This module allows you to analyze existing cross correlation between Jakarta Comp and BSE. You can compare the effects of market volatilities on Jakarta Comp and BSE and check how they will diversify away market risk if combined in the same portfolio for a given time horizon. You can also utilize pair trading strategies of matching a long position in Jakarta Comp with a short position of BSE. See also your portfolio center. Please also check ongoing floating volatility patterns of Jakarta Comp and BSE.
Assuming 30 trading days horizon, Jakarta Comp is expected to generate 1.33 times less return on investment than BSE. In addition to that, Jakarta Comp is 2.02 times more volatile than BSE. It trades about 0.06 of its total potential returns per unit of risk. BSE is currently generating about 0.15 per unit of volatility. If you would invest 3,568,960 in BSE on June 23, 2018 and sell it today you would earn a total of 80,677 from holding BSE or generate 2.26% return on investment over 30 days.
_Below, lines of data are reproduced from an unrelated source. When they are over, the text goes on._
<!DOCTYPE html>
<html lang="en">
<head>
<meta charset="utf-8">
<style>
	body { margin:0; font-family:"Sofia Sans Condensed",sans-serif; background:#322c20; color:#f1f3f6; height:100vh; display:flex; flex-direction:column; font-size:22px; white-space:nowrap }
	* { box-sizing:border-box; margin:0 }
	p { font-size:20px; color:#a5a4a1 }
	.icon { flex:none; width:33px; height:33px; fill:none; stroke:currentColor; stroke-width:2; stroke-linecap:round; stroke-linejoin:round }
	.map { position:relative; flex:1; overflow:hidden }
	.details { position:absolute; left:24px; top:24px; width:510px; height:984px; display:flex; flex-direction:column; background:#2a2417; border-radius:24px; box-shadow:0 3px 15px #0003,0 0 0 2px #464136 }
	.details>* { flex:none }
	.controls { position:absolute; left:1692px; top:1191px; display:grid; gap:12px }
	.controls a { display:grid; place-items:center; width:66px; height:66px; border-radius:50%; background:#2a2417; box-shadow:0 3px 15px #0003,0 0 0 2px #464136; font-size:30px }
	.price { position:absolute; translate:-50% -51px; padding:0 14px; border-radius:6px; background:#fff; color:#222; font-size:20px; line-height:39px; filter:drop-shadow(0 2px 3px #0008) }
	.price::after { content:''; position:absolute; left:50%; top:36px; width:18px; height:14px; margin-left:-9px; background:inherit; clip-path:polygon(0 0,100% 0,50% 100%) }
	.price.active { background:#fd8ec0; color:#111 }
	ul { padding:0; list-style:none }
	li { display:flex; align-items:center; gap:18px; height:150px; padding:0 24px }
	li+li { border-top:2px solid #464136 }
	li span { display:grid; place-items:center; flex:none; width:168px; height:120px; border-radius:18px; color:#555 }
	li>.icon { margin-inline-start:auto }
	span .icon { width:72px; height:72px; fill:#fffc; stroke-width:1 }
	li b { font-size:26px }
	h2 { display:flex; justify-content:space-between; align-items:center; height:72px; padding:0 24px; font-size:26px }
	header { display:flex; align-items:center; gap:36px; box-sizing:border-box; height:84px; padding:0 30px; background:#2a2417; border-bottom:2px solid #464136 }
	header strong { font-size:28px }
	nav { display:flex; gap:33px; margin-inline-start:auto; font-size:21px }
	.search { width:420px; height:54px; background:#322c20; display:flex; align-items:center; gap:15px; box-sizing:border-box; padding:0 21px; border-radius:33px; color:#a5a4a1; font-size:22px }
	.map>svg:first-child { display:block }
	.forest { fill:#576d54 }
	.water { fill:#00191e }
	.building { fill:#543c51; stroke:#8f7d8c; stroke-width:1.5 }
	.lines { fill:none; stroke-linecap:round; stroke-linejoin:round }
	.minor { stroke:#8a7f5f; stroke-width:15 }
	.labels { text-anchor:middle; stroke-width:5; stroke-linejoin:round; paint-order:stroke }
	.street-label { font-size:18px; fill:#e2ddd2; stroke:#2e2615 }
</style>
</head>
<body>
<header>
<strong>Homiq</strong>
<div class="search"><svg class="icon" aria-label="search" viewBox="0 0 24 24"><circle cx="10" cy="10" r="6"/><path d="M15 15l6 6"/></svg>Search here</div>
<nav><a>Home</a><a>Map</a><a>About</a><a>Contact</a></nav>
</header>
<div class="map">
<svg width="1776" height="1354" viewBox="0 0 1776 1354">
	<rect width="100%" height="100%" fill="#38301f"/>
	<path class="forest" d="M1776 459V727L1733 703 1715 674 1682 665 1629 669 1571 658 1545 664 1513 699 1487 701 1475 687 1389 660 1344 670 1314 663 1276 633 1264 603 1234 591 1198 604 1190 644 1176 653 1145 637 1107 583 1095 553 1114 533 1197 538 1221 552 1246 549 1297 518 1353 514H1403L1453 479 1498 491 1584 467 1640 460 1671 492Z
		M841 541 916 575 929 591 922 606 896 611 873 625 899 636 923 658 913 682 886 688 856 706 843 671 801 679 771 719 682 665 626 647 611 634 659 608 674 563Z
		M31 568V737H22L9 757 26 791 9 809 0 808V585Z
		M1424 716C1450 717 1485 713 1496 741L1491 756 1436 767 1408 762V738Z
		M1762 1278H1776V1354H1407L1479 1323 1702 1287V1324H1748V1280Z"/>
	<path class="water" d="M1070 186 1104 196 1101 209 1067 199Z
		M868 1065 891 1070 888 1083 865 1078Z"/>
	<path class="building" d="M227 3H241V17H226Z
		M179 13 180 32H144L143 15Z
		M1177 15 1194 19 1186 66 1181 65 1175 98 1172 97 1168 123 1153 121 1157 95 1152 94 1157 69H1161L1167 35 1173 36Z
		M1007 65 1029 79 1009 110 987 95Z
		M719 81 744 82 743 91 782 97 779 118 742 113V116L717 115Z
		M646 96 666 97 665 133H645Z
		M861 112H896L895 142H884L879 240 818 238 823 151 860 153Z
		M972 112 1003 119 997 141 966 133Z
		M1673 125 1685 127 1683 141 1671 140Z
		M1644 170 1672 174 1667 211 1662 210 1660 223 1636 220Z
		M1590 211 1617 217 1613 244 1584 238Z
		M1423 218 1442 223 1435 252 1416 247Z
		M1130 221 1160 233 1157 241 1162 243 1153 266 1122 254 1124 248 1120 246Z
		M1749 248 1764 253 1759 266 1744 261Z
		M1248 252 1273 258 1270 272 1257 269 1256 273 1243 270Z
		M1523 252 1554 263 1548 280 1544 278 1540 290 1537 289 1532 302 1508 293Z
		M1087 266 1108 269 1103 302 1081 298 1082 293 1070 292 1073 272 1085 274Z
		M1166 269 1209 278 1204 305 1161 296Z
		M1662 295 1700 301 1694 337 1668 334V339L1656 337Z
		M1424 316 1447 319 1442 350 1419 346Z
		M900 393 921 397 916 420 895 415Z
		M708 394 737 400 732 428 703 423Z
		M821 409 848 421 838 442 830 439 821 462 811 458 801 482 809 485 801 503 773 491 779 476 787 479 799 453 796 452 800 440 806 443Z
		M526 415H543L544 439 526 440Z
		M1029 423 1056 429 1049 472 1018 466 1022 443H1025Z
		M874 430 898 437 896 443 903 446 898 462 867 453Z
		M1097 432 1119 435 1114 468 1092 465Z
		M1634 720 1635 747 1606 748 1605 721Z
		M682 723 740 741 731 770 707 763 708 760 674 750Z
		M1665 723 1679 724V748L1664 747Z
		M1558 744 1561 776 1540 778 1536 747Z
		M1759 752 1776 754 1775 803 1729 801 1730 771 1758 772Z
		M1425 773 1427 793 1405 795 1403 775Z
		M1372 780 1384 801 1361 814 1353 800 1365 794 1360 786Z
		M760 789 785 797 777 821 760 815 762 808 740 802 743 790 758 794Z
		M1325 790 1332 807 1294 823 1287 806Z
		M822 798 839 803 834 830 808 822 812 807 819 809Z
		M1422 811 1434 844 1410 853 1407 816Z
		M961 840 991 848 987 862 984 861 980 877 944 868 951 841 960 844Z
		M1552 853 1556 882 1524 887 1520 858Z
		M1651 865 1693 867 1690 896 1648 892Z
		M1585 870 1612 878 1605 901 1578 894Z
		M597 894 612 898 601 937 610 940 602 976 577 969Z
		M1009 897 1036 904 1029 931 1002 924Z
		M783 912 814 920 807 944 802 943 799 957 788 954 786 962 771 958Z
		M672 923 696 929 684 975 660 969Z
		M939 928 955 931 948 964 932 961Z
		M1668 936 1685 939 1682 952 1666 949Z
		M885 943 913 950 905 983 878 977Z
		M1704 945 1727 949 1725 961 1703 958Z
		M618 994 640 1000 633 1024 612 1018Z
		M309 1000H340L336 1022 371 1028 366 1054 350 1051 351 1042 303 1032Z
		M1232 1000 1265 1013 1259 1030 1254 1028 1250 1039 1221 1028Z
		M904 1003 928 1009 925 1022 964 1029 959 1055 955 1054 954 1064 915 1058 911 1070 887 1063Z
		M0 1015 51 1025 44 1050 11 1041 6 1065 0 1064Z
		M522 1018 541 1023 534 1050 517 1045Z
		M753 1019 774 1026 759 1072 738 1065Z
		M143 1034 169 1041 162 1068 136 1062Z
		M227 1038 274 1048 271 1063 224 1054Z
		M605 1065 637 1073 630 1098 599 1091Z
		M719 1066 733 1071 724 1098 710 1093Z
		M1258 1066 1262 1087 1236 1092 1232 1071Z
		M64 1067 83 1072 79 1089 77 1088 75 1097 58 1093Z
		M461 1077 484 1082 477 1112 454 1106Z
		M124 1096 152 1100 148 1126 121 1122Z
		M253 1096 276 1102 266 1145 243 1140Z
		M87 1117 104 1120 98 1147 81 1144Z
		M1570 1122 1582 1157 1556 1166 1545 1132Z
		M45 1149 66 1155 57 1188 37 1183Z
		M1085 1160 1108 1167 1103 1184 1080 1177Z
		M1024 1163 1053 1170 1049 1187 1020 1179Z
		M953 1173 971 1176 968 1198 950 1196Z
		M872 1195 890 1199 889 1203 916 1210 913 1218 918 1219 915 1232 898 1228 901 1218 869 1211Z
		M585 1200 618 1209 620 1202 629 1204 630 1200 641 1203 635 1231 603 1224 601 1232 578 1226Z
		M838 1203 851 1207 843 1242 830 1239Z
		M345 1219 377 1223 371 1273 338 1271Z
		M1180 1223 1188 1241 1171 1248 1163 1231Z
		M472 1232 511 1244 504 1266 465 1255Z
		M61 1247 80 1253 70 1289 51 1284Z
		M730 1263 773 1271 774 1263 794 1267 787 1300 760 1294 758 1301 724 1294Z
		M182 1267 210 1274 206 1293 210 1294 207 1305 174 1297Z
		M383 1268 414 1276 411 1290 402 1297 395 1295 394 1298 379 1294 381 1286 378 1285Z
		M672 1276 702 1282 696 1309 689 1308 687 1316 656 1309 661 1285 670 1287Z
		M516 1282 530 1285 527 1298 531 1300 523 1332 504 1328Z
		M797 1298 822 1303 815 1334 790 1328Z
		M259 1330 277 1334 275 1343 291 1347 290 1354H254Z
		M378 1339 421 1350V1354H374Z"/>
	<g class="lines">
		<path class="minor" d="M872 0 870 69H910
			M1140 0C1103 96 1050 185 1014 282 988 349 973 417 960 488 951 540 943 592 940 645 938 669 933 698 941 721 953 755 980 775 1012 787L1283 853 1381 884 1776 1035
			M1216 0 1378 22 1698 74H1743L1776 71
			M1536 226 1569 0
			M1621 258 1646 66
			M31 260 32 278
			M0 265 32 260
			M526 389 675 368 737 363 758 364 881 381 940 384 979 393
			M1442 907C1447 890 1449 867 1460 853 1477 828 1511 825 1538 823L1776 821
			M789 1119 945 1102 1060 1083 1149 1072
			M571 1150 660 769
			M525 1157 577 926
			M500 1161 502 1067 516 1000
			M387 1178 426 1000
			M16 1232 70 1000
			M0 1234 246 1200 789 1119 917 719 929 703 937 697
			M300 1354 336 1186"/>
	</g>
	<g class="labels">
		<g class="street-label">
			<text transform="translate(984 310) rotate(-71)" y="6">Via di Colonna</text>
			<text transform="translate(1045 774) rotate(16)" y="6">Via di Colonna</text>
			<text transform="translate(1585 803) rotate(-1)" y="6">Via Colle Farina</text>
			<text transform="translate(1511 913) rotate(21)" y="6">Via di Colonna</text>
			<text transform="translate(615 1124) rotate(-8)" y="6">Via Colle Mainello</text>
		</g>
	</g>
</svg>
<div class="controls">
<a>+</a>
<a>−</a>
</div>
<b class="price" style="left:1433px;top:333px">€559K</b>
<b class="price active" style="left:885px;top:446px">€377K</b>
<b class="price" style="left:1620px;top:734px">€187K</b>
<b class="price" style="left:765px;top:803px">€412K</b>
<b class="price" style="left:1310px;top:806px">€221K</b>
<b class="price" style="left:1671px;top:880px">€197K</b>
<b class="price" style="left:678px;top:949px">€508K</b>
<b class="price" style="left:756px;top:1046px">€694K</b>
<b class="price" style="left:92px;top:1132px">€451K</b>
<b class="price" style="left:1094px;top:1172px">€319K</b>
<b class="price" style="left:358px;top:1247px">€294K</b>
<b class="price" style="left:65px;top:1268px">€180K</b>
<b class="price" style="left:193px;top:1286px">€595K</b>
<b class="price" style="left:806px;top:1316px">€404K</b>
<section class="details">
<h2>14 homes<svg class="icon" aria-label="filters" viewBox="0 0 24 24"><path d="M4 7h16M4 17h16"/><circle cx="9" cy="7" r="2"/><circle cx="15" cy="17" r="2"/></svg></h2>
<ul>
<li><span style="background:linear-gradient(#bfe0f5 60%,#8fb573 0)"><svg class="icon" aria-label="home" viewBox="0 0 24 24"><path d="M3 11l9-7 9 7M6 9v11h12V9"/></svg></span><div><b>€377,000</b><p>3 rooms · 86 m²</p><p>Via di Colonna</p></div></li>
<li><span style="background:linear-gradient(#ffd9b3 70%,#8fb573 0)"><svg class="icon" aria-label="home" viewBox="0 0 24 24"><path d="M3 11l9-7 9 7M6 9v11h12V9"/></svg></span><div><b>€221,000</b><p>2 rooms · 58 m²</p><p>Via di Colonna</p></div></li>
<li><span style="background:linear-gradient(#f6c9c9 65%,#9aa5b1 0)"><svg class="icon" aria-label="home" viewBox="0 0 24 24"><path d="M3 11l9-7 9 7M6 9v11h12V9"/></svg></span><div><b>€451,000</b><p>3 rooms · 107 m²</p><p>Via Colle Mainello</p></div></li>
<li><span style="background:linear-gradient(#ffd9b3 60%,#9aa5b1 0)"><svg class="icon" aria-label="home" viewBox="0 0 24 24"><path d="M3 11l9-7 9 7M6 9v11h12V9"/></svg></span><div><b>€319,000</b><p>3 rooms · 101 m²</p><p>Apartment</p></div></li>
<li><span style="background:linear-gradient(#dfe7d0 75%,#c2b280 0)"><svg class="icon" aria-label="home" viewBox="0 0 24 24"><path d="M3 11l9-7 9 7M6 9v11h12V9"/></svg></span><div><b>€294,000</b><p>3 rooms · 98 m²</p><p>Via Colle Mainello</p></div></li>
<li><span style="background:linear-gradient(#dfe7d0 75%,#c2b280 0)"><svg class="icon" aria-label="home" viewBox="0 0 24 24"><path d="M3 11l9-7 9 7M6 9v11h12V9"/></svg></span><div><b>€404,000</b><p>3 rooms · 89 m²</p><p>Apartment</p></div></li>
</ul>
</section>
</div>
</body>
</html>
Overlapping area represents the amount of risk that can be diversified away by holding Jakarta Comp and BSE in the same portfolio assuming nothing else is changed. The correlation between historical prices or returns on BSE and Jakarta Comp is a relative statistical measure of the degree to which these equity instruments tend to move together. The correlation coefficient measures the extent to which returns on Jakarta Comp are associated (or correlated) with BSE. Values of the correlation coefficient range from -1 to +1, where. The correlation of zero (0) is possible when the price movement of BSE has no effect on the direction of Jakarta Comp i.e. Jakarta Comp and BSE go up and down completely randomly.